China, Germany and Japan are the top three countries in smart factory adoption, closely followed by the US, South Korea and France, the study found. 

The emergence of 5G technology is expected to accelerate the rise of industry 4.0 — a term used to describe the next shift in the manufacturing process. 

Cybersecurity and data readiness are the key challenges in deploying smart factory solutions, Capgemini said. 

Capgemini Research Institute estimates that smart factories can add anywhere between $1.5 trillion and $2.2 trillion to the global economy over the next five years.

“A factory is a complex and living ecosystem where production systems efficiency is the next frontier rather than labor productivity.

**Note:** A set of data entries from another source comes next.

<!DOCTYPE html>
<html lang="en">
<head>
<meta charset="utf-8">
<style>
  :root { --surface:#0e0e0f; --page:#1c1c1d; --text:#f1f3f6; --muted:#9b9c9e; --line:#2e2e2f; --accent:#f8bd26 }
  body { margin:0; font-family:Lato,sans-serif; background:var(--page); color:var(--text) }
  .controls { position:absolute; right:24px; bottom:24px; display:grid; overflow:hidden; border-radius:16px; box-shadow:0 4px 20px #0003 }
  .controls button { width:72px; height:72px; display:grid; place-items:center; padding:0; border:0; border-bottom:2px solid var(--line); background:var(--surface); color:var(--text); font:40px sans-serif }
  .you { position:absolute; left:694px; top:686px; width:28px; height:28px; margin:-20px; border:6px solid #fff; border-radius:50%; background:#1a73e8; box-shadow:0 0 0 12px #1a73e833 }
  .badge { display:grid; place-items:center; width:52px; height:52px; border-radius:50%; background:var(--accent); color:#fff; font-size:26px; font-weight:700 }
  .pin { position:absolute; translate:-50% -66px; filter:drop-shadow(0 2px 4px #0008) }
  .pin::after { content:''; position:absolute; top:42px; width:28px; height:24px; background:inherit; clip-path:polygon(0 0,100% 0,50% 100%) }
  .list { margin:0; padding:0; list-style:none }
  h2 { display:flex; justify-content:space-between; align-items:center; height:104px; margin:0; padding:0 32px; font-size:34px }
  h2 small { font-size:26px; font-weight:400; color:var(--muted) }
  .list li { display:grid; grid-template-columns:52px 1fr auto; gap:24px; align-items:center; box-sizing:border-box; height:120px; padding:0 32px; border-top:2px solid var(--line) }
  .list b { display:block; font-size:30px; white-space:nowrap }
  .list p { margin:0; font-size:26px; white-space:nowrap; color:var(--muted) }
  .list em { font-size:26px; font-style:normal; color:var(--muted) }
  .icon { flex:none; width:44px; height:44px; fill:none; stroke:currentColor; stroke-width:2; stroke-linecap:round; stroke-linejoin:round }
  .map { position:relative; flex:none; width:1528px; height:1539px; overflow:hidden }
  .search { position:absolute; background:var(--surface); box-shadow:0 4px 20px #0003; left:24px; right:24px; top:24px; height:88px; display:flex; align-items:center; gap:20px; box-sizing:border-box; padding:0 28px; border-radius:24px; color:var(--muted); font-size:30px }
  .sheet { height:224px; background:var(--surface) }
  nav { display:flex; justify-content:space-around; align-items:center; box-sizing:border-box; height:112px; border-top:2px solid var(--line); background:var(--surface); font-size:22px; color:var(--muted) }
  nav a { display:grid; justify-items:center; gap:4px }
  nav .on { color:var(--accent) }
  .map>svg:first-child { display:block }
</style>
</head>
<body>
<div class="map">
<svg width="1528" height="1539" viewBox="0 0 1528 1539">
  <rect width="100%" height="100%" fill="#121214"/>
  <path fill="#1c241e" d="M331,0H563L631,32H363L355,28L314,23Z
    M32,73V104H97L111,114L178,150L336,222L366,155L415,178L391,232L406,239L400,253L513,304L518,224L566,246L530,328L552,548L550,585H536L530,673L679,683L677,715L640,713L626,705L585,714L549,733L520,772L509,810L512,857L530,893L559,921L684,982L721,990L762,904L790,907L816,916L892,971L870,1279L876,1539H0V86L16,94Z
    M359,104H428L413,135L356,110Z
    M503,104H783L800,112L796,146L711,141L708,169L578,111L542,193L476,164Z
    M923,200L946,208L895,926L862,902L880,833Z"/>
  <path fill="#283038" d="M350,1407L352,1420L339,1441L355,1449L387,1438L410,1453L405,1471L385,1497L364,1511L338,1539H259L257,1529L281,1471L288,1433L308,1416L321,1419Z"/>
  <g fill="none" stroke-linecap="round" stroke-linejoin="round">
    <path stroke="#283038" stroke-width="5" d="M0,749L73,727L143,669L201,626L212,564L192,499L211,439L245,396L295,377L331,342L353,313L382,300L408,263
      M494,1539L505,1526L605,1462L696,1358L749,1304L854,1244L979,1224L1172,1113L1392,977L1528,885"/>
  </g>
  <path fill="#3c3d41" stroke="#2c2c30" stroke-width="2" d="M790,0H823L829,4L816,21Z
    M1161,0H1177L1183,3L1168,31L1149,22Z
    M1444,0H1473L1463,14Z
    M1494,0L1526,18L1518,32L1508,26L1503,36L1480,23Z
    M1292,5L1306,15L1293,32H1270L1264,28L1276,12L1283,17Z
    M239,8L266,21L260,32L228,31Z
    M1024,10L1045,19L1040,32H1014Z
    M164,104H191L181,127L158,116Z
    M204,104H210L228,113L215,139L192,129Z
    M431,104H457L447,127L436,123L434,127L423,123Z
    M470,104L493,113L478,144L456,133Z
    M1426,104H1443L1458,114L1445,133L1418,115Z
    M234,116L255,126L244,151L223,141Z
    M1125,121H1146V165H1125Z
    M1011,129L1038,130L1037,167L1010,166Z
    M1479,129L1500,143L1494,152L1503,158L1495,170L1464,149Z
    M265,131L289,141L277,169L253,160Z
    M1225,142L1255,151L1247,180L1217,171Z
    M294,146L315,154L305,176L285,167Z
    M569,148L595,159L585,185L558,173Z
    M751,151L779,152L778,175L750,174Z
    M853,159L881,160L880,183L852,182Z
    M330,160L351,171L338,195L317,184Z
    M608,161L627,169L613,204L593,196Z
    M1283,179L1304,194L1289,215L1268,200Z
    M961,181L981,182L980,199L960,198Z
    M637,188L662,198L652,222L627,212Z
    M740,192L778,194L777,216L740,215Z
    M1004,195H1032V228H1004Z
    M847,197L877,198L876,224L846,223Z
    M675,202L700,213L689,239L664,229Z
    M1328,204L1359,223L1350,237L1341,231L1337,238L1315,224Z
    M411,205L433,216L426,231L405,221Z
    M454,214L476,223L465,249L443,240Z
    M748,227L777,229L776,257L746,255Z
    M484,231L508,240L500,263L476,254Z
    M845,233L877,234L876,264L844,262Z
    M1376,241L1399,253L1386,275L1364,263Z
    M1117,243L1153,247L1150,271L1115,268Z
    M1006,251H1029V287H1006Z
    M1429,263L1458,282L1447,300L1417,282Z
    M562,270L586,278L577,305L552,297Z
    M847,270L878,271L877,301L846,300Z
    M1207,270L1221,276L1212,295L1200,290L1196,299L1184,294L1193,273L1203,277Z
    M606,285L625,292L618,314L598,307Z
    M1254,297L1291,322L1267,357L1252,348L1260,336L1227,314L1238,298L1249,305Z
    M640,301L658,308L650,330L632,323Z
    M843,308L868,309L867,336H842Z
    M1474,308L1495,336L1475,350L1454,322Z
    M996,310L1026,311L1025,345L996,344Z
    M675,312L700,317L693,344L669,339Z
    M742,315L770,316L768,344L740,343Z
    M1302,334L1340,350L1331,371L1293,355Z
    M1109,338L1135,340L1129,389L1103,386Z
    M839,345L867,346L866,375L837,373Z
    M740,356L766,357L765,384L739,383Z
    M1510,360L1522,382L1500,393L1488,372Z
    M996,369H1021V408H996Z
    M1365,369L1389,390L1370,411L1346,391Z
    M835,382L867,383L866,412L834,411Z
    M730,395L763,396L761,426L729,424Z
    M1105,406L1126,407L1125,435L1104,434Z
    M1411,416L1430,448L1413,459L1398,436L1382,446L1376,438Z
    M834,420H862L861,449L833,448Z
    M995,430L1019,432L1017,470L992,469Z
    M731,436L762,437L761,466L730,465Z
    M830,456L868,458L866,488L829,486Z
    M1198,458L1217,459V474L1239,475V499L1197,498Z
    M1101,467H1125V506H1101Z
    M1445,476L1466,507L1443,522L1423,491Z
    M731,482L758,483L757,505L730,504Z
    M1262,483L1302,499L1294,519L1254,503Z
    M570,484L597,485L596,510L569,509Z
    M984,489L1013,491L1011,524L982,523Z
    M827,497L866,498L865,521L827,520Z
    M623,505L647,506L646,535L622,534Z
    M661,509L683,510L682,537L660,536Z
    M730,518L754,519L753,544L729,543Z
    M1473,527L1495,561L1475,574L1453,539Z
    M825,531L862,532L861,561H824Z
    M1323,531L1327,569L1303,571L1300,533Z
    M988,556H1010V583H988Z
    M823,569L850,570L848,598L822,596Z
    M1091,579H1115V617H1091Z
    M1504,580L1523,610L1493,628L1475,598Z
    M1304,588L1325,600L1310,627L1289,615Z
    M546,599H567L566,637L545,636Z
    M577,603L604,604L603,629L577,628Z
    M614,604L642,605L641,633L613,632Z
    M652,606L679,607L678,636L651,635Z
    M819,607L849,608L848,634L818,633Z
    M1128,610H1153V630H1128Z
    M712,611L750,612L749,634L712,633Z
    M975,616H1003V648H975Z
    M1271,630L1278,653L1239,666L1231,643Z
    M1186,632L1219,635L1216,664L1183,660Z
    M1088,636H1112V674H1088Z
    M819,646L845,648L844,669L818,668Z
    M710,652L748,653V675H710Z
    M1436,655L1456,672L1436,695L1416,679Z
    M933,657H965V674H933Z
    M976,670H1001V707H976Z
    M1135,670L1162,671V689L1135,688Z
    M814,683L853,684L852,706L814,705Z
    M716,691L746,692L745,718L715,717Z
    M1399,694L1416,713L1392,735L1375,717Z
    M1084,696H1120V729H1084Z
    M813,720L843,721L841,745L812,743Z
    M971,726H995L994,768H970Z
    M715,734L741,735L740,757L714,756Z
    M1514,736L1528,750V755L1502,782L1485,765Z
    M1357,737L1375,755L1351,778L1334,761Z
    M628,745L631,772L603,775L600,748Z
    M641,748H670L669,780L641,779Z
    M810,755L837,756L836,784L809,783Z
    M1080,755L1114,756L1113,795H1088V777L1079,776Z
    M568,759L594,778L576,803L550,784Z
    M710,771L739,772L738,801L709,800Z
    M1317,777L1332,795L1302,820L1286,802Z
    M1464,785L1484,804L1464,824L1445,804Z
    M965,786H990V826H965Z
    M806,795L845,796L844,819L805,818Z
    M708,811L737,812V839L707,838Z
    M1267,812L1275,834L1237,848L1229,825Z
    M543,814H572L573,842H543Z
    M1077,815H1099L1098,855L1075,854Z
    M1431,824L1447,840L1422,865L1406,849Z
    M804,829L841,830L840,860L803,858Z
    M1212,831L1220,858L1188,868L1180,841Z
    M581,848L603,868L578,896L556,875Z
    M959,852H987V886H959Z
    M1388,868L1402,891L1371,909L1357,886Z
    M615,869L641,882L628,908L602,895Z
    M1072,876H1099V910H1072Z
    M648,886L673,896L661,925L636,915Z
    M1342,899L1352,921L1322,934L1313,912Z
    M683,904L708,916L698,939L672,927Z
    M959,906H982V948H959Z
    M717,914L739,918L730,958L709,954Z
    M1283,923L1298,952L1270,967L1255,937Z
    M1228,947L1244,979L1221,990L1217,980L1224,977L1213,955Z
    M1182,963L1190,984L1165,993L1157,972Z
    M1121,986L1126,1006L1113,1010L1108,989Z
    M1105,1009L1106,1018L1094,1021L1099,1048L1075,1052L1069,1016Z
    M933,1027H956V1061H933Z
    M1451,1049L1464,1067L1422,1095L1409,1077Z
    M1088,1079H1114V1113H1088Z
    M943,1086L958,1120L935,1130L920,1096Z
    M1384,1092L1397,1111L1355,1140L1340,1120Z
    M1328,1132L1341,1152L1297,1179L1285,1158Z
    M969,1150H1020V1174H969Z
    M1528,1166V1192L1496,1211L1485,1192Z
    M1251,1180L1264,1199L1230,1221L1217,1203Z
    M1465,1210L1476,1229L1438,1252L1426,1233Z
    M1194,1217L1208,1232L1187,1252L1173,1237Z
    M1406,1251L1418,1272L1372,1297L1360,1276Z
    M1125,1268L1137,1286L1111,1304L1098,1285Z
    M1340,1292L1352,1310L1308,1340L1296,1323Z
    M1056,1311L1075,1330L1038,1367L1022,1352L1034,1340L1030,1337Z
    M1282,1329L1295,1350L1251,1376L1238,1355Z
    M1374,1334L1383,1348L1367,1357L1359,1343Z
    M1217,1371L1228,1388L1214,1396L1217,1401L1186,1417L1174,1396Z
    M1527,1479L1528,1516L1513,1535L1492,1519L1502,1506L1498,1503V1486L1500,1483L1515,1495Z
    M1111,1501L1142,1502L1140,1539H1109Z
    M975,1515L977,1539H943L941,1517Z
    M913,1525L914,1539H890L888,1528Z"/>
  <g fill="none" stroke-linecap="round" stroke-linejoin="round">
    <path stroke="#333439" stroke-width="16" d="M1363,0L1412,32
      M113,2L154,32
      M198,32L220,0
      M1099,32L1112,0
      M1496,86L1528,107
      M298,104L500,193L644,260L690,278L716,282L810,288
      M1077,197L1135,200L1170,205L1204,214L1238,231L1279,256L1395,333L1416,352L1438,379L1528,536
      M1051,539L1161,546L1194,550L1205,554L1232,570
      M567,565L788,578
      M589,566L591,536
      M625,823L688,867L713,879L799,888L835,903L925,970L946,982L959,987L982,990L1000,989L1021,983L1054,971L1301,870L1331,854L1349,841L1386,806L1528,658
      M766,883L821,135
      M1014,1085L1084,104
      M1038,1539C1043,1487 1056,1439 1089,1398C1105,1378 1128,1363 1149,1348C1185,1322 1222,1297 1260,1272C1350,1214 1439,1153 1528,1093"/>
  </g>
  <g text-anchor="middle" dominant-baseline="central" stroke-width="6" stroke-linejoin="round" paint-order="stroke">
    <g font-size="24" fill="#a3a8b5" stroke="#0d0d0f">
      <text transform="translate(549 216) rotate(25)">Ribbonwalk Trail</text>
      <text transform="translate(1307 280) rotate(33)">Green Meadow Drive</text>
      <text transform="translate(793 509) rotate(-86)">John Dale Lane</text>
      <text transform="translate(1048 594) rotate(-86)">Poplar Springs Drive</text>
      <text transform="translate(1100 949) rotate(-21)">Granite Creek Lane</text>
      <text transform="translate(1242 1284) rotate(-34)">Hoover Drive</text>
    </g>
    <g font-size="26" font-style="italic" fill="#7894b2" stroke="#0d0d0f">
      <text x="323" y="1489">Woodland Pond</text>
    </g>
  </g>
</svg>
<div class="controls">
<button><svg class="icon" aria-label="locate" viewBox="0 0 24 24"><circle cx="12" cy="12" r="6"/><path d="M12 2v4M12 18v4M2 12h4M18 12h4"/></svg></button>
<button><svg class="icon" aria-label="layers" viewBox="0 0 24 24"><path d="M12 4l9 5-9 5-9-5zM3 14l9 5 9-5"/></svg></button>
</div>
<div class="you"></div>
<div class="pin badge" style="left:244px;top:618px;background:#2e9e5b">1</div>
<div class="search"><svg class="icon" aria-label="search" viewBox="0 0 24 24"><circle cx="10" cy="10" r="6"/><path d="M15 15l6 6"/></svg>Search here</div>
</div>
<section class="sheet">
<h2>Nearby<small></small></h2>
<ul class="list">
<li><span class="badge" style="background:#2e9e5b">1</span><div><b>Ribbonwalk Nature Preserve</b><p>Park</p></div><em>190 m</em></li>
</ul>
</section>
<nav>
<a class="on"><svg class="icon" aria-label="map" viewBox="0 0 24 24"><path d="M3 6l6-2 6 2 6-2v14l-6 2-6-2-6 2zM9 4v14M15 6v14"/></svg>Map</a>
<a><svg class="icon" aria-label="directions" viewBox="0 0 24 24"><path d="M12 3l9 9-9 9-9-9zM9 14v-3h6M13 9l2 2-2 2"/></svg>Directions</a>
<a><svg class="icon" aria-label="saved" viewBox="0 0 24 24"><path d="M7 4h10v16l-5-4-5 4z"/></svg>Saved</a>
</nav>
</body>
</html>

Secure data, real-time interactions and virtual-physical loopbacks will make the difference. To unlock the promise of the smart factory, organisations need to design and implement a strong governance program and develop a culture of data-driven operations,” said  Jean-Pierre Petit, director of digital manufacturing, Capgemini.

The research surveyed over 1,000 manufacturers, focusing primarily on organisations with smart factory initiatives underway from 13 countries including China, France, Germany, Japan, India and Italy, among others, across industries like discrete manufacturing, process industries, power, energy and utilities and consumer products.

Organisations are showing an interest in smart factories. Manufacturers are now planning to create 40% more smart factories in the next five years and increase their annual investments by 1.7 times, as compared to the last three years, the study found.

The first era in the manufacturing industry was the introduction of steam powered machines. Next was the assembly line while the third era was marked by the emergence of computers. In Industry 4.0, machines will be able to communicate with each other and will require low levels of human intervention to operate.